Menkomdigi: Integrasi Digital Kunci Daya Saing ASEAN di Tengah Persaingan Global
Jakarta – Integrasi digital dinilai menjadi penentu utama daya saing ASEAN dalam menghadapi persaingan ekonomi global yang semakin ketat. Kawasan Asia Tenggara didorong untuk bergerak dari integrasi parsial menuju ekosistem digital regional yang terhubung, tepercaya, dan berkelanjutan.
Hal tersebut disampaikan Menteri Komunikasi dan Digital Republik Indonesia (Menkomdigi), Meutya Hafid, dalam forum World Economic Forum (WEF) 2026 di Davos, Swiss.

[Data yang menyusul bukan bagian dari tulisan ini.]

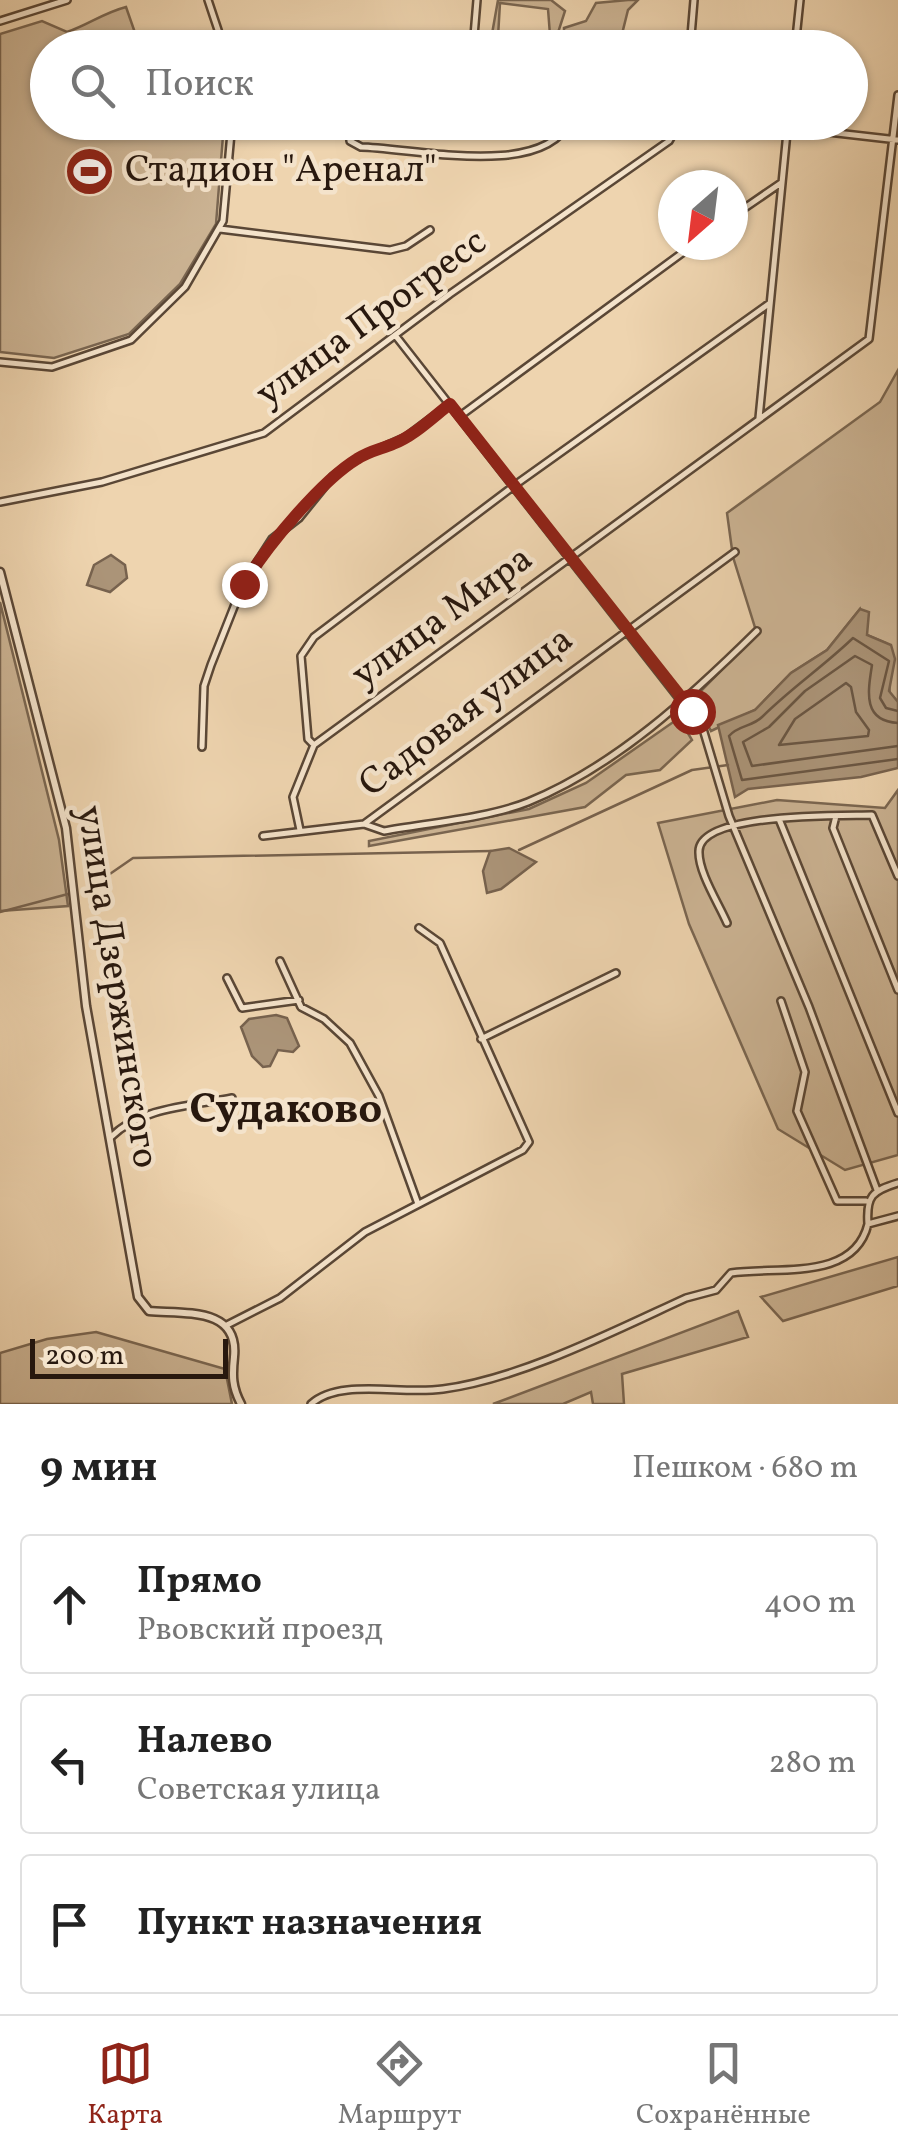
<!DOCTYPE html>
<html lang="ru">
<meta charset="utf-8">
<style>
:root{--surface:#fff;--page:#f2f2f2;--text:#222;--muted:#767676;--line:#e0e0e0;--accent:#8f2418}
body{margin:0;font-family:Vollkorn,serif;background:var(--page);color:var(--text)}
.compass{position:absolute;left:658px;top:170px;width:90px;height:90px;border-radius:50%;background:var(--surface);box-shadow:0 2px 8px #0004;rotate:208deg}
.scale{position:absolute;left:30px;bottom:25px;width:198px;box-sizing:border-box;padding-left:10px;border:5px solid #28180e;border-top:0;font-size:28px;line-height:35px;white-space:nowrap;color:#28180e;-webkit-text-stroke:8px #f4e3cb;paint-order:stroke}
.stop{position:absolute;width:30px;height:30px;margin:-22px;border:8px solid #8f2418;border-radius:50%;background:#fff}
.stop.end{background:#8f2418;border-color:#fff;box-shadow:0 2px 10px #0008}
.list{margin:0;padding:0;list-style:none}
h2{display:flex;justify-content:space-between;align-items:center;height:130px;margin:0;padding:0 40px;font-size:42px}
h2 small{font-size:32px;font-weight:400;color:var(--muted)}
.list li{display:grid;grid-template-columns:65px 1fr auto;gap:30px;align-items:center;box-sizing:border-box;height:140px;margin:0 20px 20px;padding:0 20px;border:2px solid var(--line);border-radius:10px}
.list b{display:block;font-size:38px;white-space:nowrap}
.list p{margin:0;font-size:32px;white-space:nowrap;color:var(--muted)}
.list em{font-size:32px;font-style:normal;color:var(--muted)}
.icon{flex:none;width:55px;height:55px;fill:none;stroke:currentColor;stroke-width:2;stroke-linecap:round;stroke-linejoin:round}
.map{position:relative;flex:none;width:898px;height:1404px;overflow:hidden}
.search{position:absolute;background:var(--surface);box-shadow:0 2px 8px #0004;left:30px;right:30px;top:30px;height:110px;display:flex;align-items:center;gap:25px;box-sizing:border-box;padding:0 35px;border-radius:55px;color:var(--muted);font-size:38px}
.sheet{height:610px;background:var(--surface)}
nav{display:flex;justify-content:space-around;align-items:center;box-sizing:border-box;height:140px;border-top:2px solid var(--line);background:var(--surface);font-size:28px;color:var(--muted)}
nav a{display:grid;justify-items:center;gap:5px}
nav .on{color:var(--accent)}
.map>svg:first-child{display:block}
</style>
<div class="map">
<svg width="898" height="1404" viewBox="0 0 898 1404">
<rect width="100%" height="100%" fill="#eed4af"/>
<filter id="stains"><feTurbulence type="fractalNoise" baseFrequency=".002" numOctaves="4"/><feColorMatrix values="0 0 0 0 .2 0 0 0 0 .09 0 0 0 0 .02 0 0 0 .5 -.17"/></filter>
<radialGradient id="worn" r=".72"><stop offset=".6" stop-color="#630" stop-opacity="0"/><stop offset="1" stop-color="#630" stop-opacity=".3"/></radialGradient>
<path fill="#ccb494" stroke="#7a6651" stroke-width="2.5" d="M498,0H551L565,11L556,39L550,35L548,9L500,3L498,37L551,47H483L492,34Z
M628,0H638L628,10L621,38L606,44L564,39V28L586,21L596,3Z
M126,7L140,47L48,48V122L224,123L216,224L180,284L129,334L54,358L0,352V34L42,21L67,32C88,25 103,13 126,7Z
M898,370V702L890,697L886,643L867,635L860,609L827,650L791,673L755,710L711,731L694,698L757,634L733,557L727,513L880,402Z
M0,602L59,840L68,906L0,911Z
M679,718L692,740L660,770L626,775L585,807L369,846V841L529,809L586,783Z
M898,790V1155L845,1170L778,1129L689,924L658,823L777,800L885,808Z
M898,1257V1286L783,1321L761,1297Z
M738,1311L748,1337L622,1374L624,1404H593L591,1392L563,1404H493Z
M96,1332L225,1369L232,1404H0V1353L47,1339Z"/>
<path fill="#ab9478" stroke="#77624e" stroke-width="2.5" d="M111,555L125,565L127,578L110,592L87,585L94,565Z
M860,609L869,612L867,635L891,645L895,659L889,691L898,702V768L861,777L748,789L735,797L718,725L755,710L791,673L827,650Z
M509,848L536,862L501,889L487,893L483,871L490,851Z
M276,1015L287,1018L299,1046L293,1052L278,1050L270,1066L263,1067L252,1056L241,1027L249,1019Z"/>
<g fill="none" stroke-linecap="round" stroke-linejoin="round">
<path stroke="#6a5643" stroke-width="2.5" d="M846,683L851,687L856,712L869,730L868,736L779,745L795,719Z
M898,711L886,708L880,698L889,661L853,638C824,666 791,688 762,717C752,727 738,725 729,736L742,780L898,759
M898,723C862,721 868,691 872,665L855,656L805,691L769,727L743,742L752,766L898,746"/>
<path stroke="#77624e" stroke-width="2.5" d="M519,850L692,770L728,765
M91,887L133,858L491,851
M0,912L68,894"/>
<defs>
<path id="minor" d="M208,0L224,48
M0,21L67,0
M473,48L477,0
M690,48L694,0
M795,48L800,0
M349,122L350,141L361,147C413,148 542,179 569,122
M740,122L898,140
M733,216L781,183
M220,229L390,250L406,246L430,230
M395,335L703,729L729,816L809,1007L877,1190
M0,362L52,367L131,340L185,287L223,221L232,122
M460,416L693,245
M759,418L788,122
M0,502L102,482L264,433L450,294L669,141L680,122
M314,745L308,739L301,656L314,637L515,485L770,303
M202,747L204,686L211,665L243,584L272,539L299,518L333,476L358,458L406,437L450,404
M836,816L833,828L898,990
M779,819L898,1113
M364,824L384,831C428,823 488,818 528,802C616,766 690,697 757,631
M300,830L293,797L314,745L869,339L898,95
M263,836L364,824L735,552
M727,923C719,904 698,872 699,851C700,812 841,816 872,815L898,876
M280,961L301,1007L324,1019L350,1043L379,1096L418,1204
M227,978L242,1008L299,1000
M781,1001L805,1072L797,1111L837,1201H866
M481,1039L616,973
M111,1137C141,1107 191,1106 232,1098
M868,1224C866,1196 872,1191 898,1183
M227,1325L280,1298L365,1232L523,1150L529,1142L440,943L419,928
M311,1404C340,1378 400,1395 443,1389C520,1379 614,1331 686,1298L716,1290L731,1273C777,1266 854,1282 868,1224L898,1216"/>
<path id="tertiary" d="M0,572L66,828L86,1006L138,1297L149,1311C185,1314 239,1307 234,1357C232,1376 232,1387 241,1404"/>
</defs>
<use href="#minor" stroke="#5a4736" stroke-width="10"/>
<use href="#tertiary" stroke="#5a4736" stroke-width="11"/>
<use href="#minor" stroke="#f4e3cb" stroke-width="5"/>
<use href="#tertiary" stroke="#f4e3cb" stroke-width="6"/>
</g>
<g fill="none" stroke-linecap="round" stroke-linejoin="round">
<path stroke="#8f2418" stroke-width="12" d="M244,584C266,547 321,481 357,459C369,451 381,449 393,444C414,436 433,417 450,404L692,711"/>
</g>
<defs>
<symbol id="stadium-disc" viewBox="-11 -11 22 22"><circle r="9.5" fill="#8f2418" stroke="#f4e3cb"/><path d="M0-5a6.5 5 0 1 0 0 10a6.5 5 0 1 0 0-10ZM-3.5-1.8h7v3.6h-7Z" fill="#fff"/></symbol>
</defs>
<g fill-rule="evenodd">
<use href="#stadium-disc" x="62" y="144" width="55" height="55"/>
</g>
<g text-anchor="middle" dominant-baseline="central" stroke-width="9" stroke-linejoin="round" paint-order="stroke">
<g font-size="38" fill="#28180e" stroke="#f4e3cb" text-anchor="start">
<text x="125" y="171">Стадион "Аренал"</text>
</g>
<g font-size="38" fill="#28180e" stroke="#f4e3cb">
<text transform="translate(372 319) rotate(-36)">улица Прогресс</text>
<text transform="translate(443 618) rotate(-36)">улица Мира</text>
<text transform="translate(467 713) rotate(-37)">Садовая улица</text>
<text transform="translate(116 987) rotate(81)">улица Дзержинского</text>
</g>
<g font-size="42" font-weight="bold" fill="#28180e" stroke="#f4e3cb">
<text x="286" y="1111">Судаково</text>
</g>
</g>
<rect width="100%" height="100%" filter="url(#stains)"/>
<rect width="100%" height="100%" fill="url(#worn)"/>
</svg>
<svg class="compass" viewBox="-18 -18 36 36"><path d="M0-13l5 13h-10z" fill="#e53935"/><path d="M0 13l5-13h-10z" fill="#767676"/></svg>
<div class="scale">200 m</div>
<div class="stop" style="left:692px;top:711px"></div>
<div class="stop end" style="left:244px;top:584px"></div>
<div class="search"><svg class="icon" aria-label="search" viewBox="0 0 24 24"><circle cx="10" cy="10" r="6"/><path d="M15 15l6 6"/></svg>Поиск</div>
</div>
<section class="sheet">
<h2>9 мин<small>Пешком · 680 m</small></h2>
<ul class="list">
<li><svg class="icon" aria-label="ahead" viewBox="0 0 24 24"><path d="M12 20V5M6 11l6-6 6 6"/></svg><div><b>Прямо</b><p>Рвовский проезд</p></div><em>400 m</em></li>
<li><svg class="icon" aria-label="left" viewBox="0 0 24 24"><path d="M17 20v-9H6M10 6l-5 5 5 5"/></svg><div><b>Налево</b><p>Советская улица</p></div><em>280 m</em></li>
<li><svg class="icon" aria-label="arrive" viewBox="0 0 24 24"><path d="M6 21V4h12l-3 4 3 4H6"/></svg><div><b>Пункт назначения</b></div></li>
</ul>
</section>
<nav>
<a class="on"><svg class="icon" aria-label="map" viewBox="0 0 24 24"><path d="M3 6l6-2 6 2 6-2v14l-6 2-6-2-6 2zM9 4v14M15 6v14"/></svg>Карта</a>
<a><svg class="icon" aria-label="directions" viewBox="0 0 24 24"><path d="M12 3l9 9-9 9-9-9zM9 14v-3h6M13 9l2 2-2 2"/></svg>Маршрут</a>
<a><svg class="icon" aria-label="saved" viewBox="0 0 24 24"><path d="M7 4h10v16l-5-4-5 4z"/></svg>Сохранённые</a>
</nav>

Melalui penguatan sistem pembayaran lintas negara seperti Quick Response Code Indonesian Standard (QRIS) serta percepatan perundingan ASEAN Digital Economy Framework Agreement (DEFA), Indonesia mendorong terbentuknya ekonomi digital kawasan yang interoperabel dan inklusif. "QRIS telah terhubung dengan sejumlah mitra di kawasan, seperti Singapura, Malaysia, dan Thailand. Hal ini mampu mengurangi hambatan, menekan biaya, serta memperluas akses ke pasar regional. Secara lebih luas, digitalisasi juga mendorong peningkatan produktivitas," ujar Menkomdigi dalam keterangannya terksit WEF Fireside Keynote: New Pathways ASEAN Growth & Productivity, Selasa (20/1/2026).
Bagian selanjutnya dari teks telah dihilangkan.